Registry Arrangements

Some labs establish, maintain or coordinate databases or registries for the purpose of collecting clinical and demographic data on patients who have undergone or may undergo lab tests offered by the lab.  Labs ostensibly participate in Registry Arrangements to support clinical research and to provide physicians with patient population disease profile information.  Typically, labs pay physicians to submit patient data, answer patient questions about the Registry and review Registry reports.  OIG is concerned that physicians may choose Registry Arrangement-offering labs over clinically superior labs.  The following characteristics may signal questionable Registry Arrangements: 

  • The lab requires, encourages or recommends that physicians who enter into Registry Arrangements perform the tests with a stated frequency (e.g., four times per year) to be eligible to receive, or to not receive a reduction in, compensation;
  • The lab collects comparative data for the Registry from, and bills for, multiple tests that may be duplicative (e.g., two or more tests performed using different methodologies that are intended to provide the same clinical information) or that otherwise are not reasonable and necessary;
  • Compensation paid to physicians is on a per-patient or other basis that takes into account the value or volume of referrals;
  • Compensation paid to physicians is not fair market value for the physicians' efforts in collecting and reporting patient data;
  • Compensation paid to physicians is not supported by documentation, submitted by the physicians in a timely manner, memorializing the physicians' efforts;
  • The lab offers Registry Arrangements only for tests (or disease states associated with tests) for which it has obtained patents or that it exclusively performs;
  • When a test is performed by multiple laboratories, the laboratory collects data only from the tests it performs;
  • The tests associated with the Registry Arrangement are presented on the offering lab's requisition in a manner that makes it more difficult for the ordering physician to make an independent medical necessity decision with regard to each test for which the laboratory will bill (e.g., disease-related panels); and
  • The lab pays and collects data for its Registry only from past or anticipated high-referring physicians.

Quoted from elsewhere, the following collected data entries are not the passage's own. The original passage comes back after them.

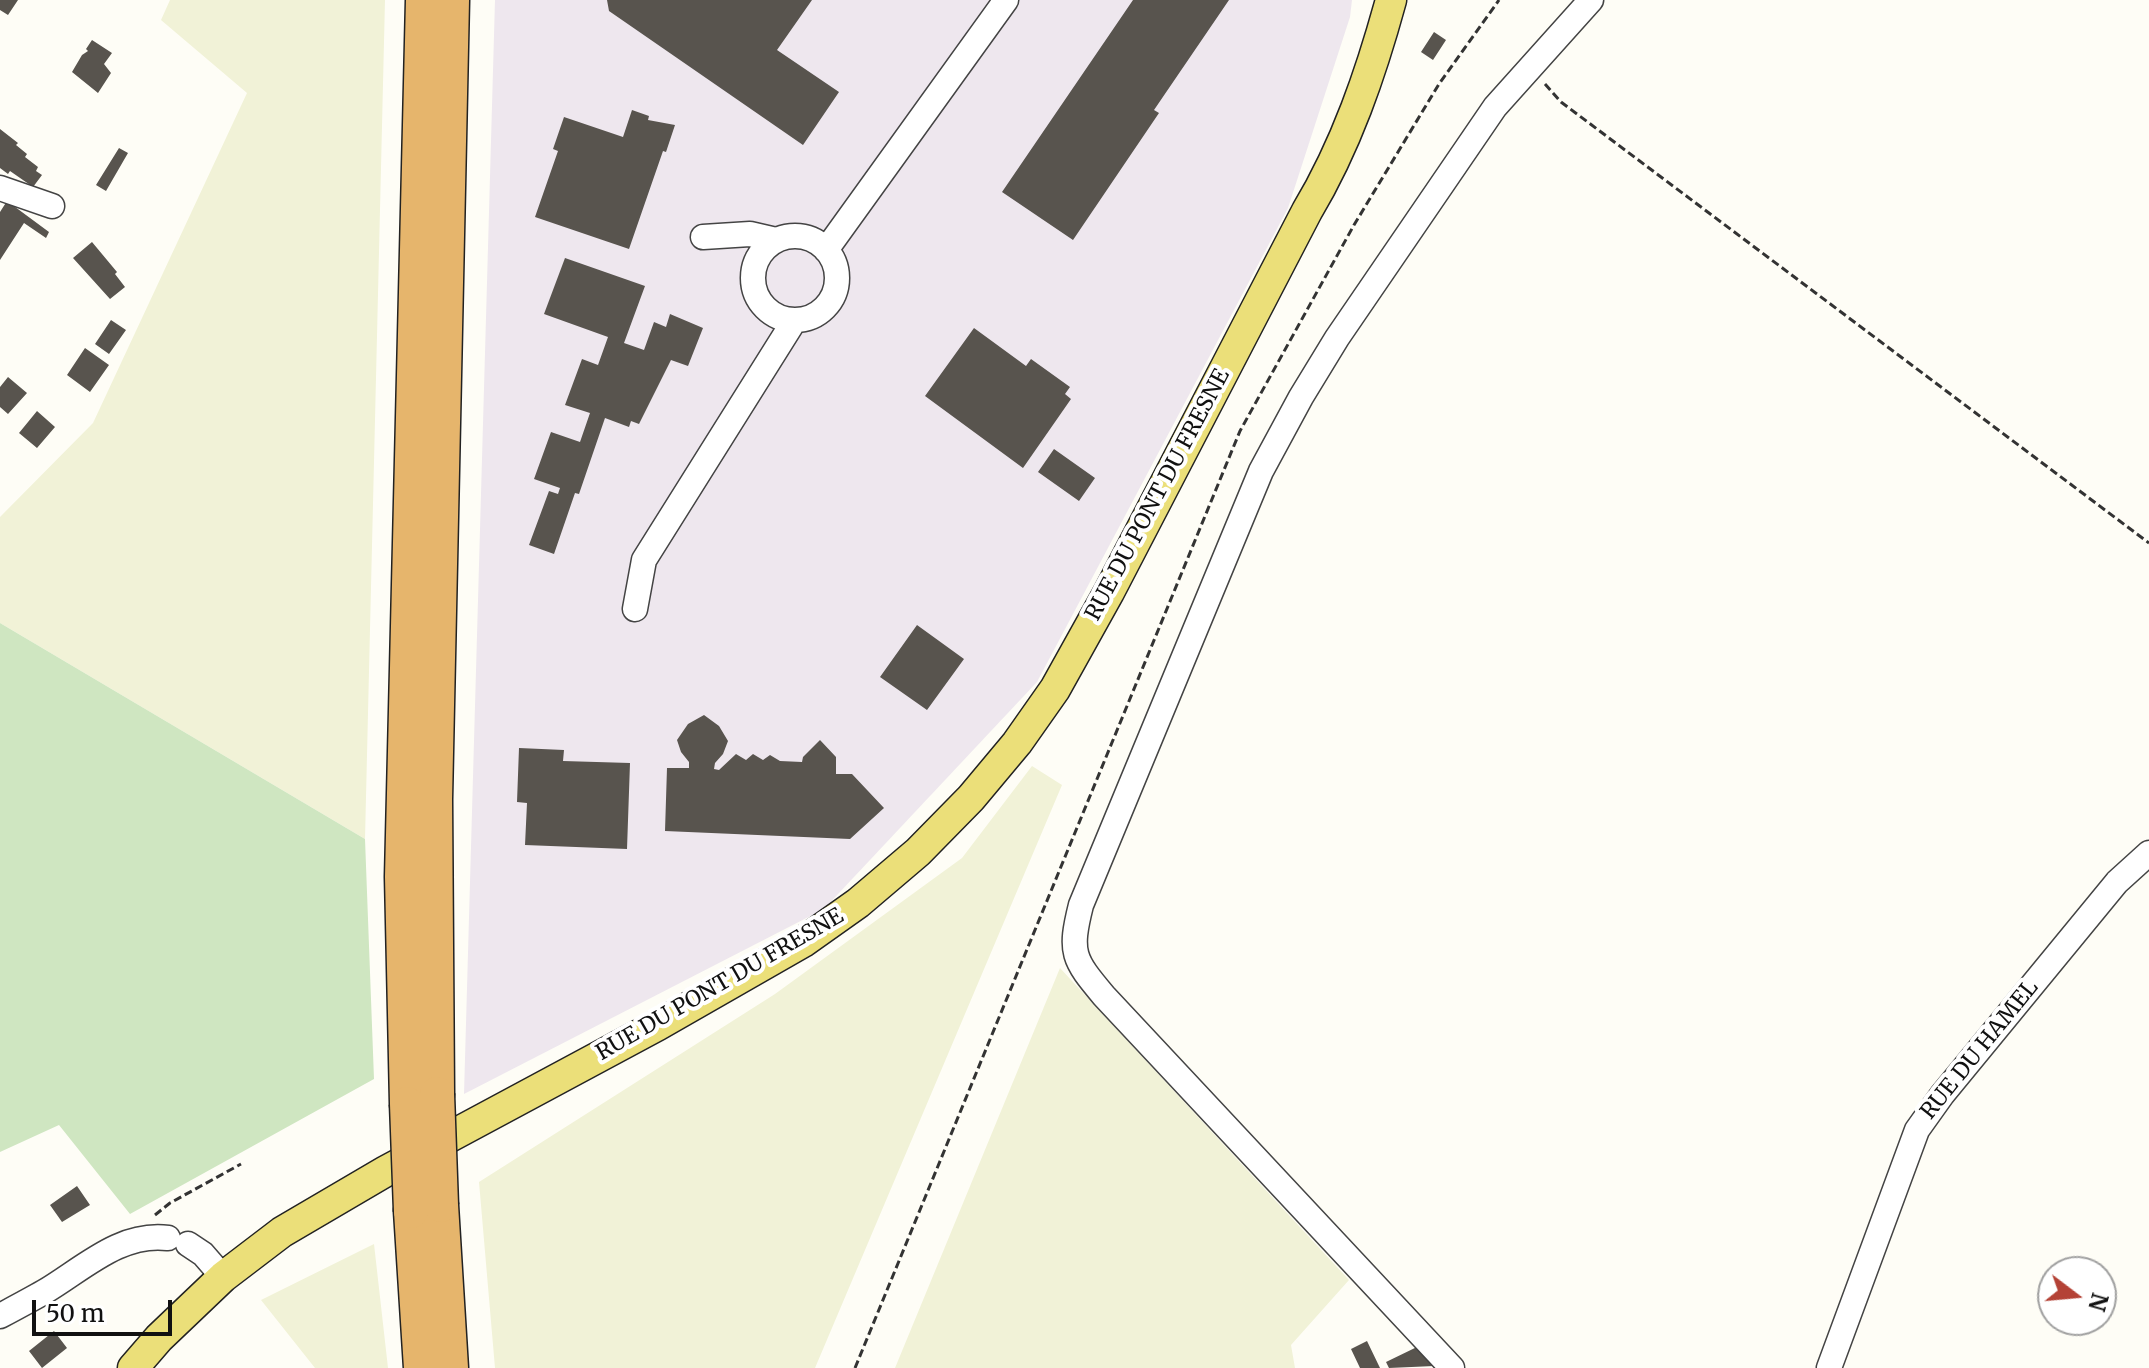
<!DOCTYPE html>
<style>
body{margin:0}
#map{position:relative;width:2149px;height:1368px;overflow:hidden;background:#fefdf6;font-family:Merriweather,serif}
canvas{display:block}
.north{position:absolute;left:2037px;top:1256px;width:80px;height:80px;box-sizing:border-box;background:#fff;border:2px solid #a0a0a0;border-radius:50%;rotate:106deg;font-size:22px;font-weight:700;line-height:32px;text-align:center;color:#111}
.north::after{content:'';display:block;margin:auto;width:28px;height:36px;background:#b44236;clip-path:polygon(50% 0,100% 100%,50% 72%,0 100%)}
.scale{position:absolute;left:32px;top:1300px;width:140px;height:36px;box-sizing:border-box;border:4px solid #111;border-top:0;padding-left:10px;font-size:24px;line-height:28px;white-space:nowrap;color:#111;-webkit-text-stroke:6px #fff;paint-order:stroke}
</style>
<div id="map">
<canvas width="2149" height="1368"></canvas>
<div class="north">N</div>
<div class="scale">50 m</div>
</div>
<script>
const g = document.querySelector('canvas').getContext('2d');
g.lineJoin = 'round';
function fill(path, color) {
  g.fillStyle = color;
  g.fill(path, 'evenodd');
}
function trace(path, color, width, dash) {
  g.strokeStyle = color;
  g.lineWidth = width;
  g.lineCap = dash ? 'butt' : 'round';
  g.setLineDash(dash || []);
  g.stroke(path);
}
function write(font, color, halo, rows, align = 'center') {
  g.font = font + ' Merriweather,serif';
  g.lineWidth = 8;
  g.setLineDash([]);
  g.textBaseline = 'middle';
  g.strokeStyle = halo;
  g.fillStyle = color;
  for (const [text, x, y, turn = 0] of rows) {
    g.save();
    g.translate(x, y);
    g.rotate((+turn || 0) * Math.PI / 180);
    g.textAlign = isNaN(turn) ? turn : align;
    if (halo) g.strokeText(text, 0, 0);
    g.fillText(text, 0, 0);
    g.restore();
  }
}
const industrial = new Path2D(`
 M 495,0 L 1352,0 L 1350,17 L 1288,208 L 1037,682 L 824,909 L 464,1094 Z`);
const farmland = new Path2D(`
 M 170,0 L 385,0 L 365,839 L 0,623 L 0,517 L 93,423 L 247,93 L 161,20 Z
 M 1032,766 L 1062,785 L 815,1368 L 495,1368 L 479,1182 L 775,994 L 962,858 Z
 M 1060,968 L 1349,1280 L 1291,1345 L 1295,1368 L 895,1368 Z
 M 374,1244 L 388,1368 L 315,1368 L 261,1300 Z`);
const green = new Path2D(`
 M 0,623 L 365,839 L 374,1079 L 130,1214 L 59,1125 L 0,1152 Z`);
const building = new Path2D(`
 M 0,0 L 18,0 L 8,15 L 0,10 Z
 M 607,0 L 812,0 L 777,50 L 839,92 L 803,145 L 609,11 Z
 M 1133,0 L 1229,0 L 1154,110 L 1159,113 L 1073,240 L 1002,192 Z
 M 1434,32 L 1446,40 L 1433,60 L 1421,52 Z
 M 92,40 L 112,53 L 104,64 L 111,73 L 98,93 L 72,72 L 82,55 L 88,51 L 86,49 Z
 M 632,110 L 649,116 L 648,120 L 675,125 L 666,152 L 663,151 L 629,249 L 535,217 L 558,151 L 553,149 L 564,117 L 623,137 Z
 M 0,129 L 18,143 L 16,145 L 27,154 L 25,157 L 38,167 L 36,171 L 42,175 L 33,187 L 10,171 L 8,174 L 0,168 Z
 M 119,148 L 128,153 L 106,191 L 96,185 Z
 M 7,201 L 49,232 L 46,238 L 24,223 L 0,260 L 0,212 Z
 M 92,242 L 117,272 L 115,274 L 125,287 L 110,299 L 73,258 Z
 M 565,258 L 645,286 L 624,343 L 644,350 L 654,322 L 666,327 L 670,314 L 703,328 L 688,366 L 671,360 L 639,424 L 631,421 L 629,427 L 605,418 L 579,494 L 575,493 L 554,554 L 529,545 L 549,491 L 558,494 L 560,488 L 534,479 L 551,432 L 580,442 L 590,413 L 565,405 L 582,359 L 598,365 L 608,337 L 544,314 Z
 M 111,320 L 126,330 L 109,354 L 95,344 Z
 M 974,328 L 1026,366 L 1031,359 L 1070,387 L 1065,394 L 1071,399 L 1023,468 L 925,396 Z
 M 85,348 L 109,365 L 90,392 L 67,375 Z
 M 8,377 L 27,393 L 8,414 L 0,407 L 0,387 Z
 M 37,411 L 55,427 L 37,448 L 19,433 Z
 M 1054,449 L 1095,478 L 1079,501 L 1038,472 Z
 M 917,625 L 964,659 L 927,710 L 880,677 Z
 M 704,715 L 719,726 L 728,741 L 723,754 L 715,763 L 714,769 L 719,770 L 736,754 L 746,760 L 753,754 L 763,760 L 770,755 L 780,761 L 802,762 L 803,757 L 820,740 L 836,757 L 836,774 L 852,774 L 884,808 L 850,839 L 665,831 L 667,768 L 689,768 L 689,762 L 681,752 L 677,740 L 688,724 Z
 M 519,748 L 564,750 L 563,761 L 630,763 L 627,849 L 525,845 L 527,803 L 517,802 Z
 M 77,1186 L 90,1205 L 62,1222 L 50,1205 Z
 M 54,1331 L 67,1348 L 42,1368 L 29,1351 Z
 M 1367,1341 L 1380,1368 L 1360,1368 L 1351,1349 Z
 M 1419,1346 L 1434,1366 L 1389,1368 L 1386,1362 Z`);
const path = new Path2D(`
 M 1545,84 L 1561,102 L 2149,543
 M 155,1215 L 170,1203 L 241,1164
 M 855,1368 L 1240,431 L 1354,225 L 1439,84 L 1499,0`);
const minor = new Path2D(`
 M 0,188 L 52,206
 M753 278a42 42 0 1 1 84 0a42 42 0 1 1-84 0Z
 M 703,237 L 750,234 L 776,240
 M 826,250 L 1006,0
 M 635,609 L 644,560 L 794,321
 M 188,1244 L 203,1254 L 223,1277
 M 0,1316 C 15,1308 30,1300 44,1292 C 83,1269 120,1232 168,1238
 M 1452,1368 L 1104,996 C 1073,959 1069,953 1081,905 L 1261,471 L 1301,397 L 1337,338 L 1495,107 L 1591,0
 M 1829,1368 L 1917,1130 L 1942,1095 L 2117,882 L 2149,853`);
const major = new Path2D(`
 M 133,1368 L 159,1338 L 223,1277 L 282,1232 L 386,1171 L 658,1025 L 803,942 L 858,903 L 918,852 L 971,798 L 1017,743 L 1055,689 L 1109,592 L 1307,211 C 1346,146 1371,73 1391,0`);
const highway = new Path2D(`
 M 437,1094 L 435,799 L 452,0
 M 407,1104 L 402,877 L 423,0
 M 441,1205 L 451,1368
 M 411,1211 L 421,1368`);
const highwayBridge = new Path2D(`
 M 437,1094 L 441,1205
 M 407,1104 L 411,1211`);
const streetNames = [
 ["RUE DU PONT DU FRESNE",1158,495,-62],
 ["RUE DU PONT DU FRESNE",720,985,-30],
 ["RUE DU HAMEL",1980,1050,-51]
];
fill(industrial, '#eee7ee');
fill(farmland, '#f1f2d7');
fill(green, '#cfe6c1');
fill(building, '#58544e');
trace(minor, '#444', 27);
trace(major, '#222', 33);
trace(highway, '#222', 37);
trace(path, '#333', 3, [8, 4]);
trace(minor, '#fff', 24);
trace(major, '#ebdf79', 30);
trace(highway, '#e6b56c', 34);
trace(highwayBridge, '#222', 37, []);
trace(highwayBridge, '#e6b56c', 34);
write('22px', '#111', '#fff', streetNames);
</script>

OIG reiterated that Registry Arrangement federal health care program "carve-outs" do not insulate these Arrangements from scrutiny.  And while paying for "legitimate research activities" is not prohibited, a claim that a Registry Arrangement promotes and supports clinical research - even a claim supported by the existence of an IRB - will not insulate the Registry if one purpose of the Arrangement is to induce referrals.

Practical Takeaways

While the Alert does not break any new ground, it restates OIG's long-standing suspicion of arrangements where labs pay referring physicians.  The Alert identifies a number of Arrangement features that could invite investigation.  Labs and physicians desiring to enter into Specimen Processing Arrangements and Registry Arrangements must be very certain that they have no intent to pay for referrals, even if the payments are for bona fide services and are set at fair market value.  Further, these Arrangements should be structured to avoid the identified suspect attributes.  For example, Specimen Processing Arrangements can be set up to provide for a fair market value set-in-advance fixed fee that does not take into account individual patients, encounters or specimens.  Payment programs should be offered to physicians regardless of their past or anticipated pattern of referrals.  Finally, labs and physicians should carefully review any existing arrangements in light of the new guidance announcing a zero-tolerance position.